Task directions: If a line comes after the one containing "0 #1c1c1c) drop-shadow(-2px", leave it out; copy every line before it, and that line too, exactly as written, starting from the first line of the entries.
(Data shown Opens)
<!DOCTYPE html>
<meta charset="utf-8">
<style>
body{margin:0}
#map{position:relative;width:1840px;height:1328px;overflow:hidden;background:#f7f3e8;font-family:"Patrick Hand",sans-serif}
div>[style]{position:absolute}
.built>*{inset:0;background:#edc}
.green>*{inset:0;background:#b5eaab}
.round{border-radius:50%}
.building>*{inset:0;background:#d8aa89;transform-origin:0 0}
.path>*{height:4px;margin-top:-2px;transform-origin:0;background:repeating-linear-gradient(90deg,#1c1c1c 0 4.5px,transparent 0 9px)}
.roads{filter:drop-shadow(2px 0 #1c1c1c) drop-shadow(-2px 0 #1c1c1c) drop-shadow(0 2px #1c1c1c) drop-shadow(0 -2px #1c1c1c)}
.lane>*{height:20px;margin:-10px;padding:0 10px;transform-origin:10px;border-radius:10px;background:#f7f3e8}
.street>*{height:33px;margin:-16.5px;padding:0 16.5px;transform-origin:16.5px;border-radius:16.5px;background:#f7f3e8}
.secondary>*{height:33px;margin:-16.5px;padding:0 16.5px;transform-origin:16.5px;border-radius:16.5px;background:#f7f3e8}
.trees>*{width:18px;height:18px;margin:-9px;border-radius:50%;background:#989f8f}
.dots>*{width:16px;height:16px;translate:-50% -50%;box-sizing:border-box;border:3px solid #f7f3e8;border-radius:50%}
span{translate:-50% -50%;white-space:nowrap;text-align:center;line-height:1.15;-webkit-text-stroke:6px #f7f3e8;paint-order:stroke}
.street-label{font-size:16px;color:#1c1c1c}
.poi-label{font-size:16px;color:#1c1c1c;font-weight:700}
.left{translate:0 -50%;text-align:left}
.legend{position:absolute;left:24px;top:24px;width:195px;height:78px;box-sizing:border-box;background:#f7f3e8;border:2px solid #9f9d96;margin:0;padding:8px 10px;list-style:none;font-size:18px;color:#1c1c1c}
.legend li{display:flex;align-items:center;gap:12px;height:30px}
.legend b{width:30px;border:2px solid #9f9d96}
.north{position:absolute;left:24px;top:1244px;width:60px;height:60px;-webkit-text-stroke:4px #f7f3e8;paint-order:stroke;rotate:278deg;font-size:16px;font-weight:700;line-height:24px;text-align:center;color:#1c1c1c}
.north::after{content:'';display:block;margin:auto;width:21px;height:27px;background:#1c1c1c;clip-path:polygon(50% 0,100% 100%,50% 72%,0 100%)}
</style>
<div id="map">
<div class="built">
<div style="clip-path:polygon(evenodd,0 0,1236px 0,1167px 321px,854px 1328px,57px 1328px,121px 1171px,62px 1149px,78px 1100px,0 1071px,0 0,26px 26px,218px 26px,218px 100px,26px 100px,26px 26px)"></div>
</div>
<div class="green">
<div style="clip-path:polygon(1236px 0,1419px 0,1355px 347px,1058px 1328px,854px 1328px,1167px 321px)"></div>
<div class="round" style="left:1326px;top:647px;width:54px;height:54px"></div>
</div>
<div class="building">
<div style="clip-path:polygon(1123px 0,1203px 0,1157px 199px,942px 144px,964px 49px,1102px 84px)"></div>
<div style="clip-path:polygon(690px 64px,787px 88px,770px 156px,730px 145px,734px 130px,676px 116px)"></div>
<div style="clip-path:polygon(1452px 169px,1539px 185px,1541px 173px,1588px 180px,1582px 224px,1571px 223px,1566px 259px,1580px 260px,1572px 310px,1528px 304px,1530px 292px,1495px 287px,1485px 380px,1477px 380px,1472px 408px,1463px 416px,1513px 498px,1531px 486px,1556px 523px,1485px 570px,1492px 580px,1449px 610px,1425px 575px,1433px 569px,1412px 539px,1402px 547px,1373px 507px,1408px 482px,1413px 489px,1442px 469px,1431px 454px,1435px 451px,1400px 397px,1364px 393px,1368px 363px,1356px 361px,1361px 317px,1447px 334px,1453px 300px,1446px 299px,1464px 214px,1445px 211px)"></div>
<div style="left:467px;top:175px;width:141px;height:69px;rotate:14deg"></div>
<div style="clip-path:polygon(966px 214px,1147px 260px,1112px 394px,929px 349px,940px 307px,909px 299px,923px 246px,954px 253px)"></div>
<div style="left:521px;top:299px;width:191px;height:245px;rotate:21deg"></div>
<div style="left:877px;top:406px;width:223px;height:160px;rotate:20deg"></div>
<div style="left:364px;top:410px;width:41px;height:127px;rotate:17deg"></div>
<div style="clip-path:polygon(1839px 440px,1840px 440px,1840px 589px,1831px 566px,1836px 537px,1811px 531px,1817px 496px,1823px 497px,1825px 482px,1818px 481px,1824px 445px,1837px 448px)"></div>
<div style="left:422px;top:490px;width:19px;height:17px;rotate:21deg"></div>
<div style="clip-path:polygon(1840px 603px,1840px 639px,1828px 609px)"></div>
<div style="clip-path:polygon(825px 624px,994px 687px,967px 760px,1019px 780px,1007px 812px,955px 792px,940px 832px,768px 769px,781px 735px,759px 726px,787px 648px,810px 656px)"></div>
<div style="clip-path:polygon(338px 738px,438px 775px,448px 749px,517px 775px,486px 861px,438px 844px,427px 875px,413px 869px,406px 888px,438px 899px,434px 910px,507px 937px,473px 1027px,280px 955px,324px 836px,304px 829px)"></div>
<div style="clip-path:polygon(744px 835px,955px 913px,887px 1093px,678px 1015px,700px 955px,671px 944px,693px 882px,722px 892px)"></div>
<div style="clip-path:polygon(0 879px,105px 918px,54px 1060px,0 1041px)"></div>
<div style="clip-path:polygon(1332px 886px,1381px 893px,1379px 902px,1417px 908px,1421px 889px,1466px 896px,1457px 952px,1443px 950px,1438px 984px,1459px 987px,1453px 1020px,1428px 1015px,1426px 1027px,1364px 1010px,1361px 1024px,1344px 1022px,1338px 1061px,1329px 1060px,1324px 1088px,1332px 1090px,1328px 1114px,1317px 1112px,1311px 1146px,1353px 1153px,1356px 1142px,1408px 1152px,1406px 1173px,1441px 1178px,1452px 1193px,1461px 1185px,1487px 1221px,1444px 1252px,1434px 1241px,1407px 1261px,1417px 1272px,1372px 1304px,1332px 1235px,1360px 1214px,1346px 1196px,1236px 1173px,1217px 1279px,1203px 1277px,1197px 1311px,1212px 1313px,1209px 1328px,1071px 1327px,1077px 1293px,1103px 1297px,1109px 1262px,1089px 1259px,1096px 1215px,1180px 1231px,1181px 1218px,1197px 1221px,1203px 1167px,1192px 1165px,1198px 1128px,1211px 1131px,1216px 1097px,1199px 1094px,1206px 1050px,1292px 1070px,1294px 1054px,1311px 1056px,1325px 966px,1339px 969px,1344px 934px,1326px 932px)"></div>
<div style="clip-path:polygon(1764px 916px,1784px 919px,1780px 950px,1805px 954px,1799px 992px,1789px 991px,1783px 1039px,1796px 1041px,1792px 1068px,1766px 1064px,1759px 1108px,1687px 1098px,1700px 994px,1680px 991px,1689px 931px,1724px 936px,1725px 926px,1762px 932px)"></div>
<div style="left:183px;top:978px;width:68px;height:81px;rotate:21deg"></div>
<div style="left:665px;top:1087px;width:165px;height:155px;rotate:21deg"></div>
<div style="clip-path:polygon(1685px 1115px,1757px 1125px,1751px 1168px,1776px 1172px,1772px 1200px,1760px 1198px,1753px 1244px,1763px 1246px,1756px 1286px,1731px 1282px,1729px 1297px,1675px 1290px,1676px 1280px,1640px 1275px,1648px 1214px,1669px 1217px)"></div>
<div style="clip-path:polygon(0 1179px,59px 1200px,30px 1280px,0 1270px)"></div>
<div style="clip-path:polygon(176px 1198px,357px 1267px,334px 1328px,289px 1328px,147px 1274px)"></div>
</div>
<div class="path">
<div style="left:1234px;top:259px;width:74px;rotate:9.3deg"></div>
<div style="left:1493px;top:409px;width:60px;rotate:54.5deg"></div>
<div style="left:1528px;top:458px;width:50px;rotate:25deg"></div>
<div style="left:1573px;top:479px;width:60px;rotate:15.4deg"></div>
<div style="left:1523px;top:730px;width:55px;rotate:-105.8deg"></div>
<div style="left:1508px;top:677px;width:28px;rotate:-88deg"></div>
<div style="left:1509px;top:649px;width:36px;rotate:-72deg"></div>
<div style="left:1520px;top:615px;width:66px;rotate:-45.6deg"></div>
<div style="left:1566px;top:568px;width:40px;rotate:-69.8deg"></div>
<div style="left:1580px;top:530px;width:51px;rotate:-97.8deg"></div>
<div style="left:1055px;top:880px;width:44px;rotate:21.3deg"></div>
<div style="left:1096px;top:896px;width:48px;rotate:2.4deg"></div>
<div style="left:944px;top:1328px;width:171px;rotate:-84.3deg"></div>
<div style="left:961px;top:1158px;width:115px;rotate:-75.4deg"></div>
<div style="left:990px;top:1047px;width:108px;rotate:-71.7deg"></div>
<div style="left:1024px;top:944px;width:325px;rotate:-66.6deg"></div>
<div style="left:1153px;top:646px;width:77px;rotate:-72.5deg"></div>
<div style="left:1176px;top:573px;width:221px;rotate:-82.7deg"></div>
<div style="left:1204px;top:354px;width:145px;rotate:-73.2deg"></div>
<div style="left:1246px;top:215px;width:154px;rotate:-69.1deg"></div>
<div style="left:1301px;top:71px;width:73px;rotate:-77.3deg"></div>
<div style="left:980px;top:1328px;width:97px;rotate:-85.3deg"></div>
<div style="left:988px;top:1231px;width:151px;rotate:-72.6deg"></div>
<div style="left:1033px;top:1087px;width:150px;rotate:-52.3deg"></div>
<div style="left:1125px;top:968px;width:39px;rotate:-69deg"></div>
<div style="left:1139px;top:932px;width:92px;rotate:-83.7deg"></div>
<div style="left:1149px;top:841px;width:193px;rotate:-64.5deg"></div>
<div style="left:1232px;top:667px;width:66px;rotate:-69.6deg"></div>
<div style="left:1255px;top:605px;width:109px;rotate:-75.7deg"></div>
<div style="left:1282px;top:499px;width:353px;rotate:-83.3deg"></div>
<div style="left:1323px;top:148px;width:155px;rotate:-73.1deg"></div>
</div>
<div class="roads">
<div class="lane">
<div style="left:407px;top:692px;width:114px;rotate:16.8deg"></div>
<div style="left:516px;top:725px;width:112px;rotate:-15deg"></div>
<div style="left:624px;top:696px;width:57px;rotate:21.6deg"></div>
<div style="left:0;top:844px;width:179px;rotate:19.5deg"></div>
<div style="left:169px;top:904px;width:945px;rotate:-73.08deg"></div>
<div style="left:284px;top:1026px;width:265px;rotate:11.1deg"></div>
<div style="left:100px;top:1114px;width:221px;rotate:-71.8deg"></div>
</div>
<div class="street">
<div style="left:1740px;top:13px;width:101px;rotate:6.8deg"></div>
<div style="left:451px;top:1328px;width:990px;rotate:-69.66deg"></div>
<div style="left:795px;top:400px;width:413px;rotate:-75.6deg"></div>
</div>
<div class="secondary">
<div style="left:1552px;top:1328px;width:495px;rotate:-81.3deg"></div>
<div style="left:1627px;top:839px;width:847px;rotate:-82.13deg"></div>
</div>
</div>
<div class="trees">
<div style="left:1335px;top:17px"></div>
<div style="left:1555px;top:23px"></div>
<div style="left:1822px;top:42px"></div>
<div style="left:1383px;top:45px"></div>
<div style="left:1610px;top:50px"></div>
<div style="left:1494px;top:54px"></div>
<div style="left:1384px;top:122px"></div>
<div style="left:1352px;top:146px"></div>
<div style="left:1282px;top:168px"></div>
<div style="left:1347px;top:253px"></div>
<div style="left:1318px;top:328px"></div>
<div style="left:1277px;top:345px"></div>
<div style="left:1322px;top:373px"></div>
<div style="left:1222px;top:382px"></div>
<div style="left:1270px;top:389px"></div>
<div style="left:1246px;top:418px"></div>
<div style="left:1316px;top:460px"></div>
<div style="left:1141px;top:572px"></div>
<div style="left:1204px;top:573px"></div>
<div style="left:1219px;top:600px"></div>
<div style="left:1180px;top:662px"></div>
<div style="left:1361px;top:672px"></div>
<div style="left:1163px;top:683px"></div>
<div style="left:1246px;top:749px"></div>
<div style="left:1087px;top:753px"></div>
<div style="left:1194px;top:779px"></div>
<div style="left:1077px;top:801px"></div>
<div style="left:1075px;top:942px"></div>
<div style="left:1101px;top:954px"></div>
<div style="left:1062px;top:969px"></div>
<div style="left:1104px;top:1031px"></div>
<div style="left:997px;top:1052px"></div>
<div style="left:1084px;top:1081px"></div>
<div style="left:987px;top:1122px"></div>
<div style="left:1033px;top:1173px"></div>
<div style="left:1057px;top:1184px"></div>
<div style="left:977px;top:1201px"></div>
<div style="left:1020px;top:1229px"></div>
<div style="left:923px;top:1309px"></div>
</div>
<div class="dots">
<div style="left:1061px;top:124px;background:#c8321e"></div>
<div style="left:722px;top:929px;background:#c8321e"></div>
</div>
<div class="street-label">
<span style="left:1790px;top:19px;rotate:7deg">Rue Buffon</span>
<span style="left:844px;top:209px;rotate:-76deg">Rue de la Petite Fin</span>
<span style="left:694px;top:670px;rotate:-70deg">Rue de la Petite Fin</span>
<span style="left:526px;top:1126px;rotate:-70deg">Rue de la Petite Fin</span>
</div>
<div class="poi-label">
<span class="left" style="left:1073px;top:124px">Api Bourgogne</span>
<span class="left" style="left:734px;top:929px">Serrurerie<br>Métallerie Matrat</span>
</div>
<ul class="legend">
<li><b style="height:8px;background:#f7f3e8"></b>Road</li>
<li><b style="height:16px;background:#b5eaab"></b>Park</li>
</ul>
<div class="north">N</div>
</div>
(Data shown Closes)
Expected answer:
<!DOCTYPE html>
<meta charset="utf-8">
<style>
body{margin:0}
#map{position:relative;width:1840px;height:1328px;overflow:hidden;background:#f7f3e8;font-family:"Patrick Hand",sans-serif}
div>[style]{position:absolute}
.built>*{inset:0;background:#edc}
.green>*{inset:0;background:#b5eaab}
.round{border-radius:50%}
.building>*{inset:0;background:#d8aa89;transform-origin:0 0}
.path>*{height:4px;margin-top:-2px;transform-origin:0;background:repeating-linear-gradient(90deg,#1c1c1c 0 4.5px,transparent 0 9px)}
.roads{filter:drop-shadow(2px 0 #1c1c1c) drop-shadow(-2px 0 #1c1c1c) drop-shadow(0 2px #1c1c1c) drop-shadow(0 -2px #1c1c1c)}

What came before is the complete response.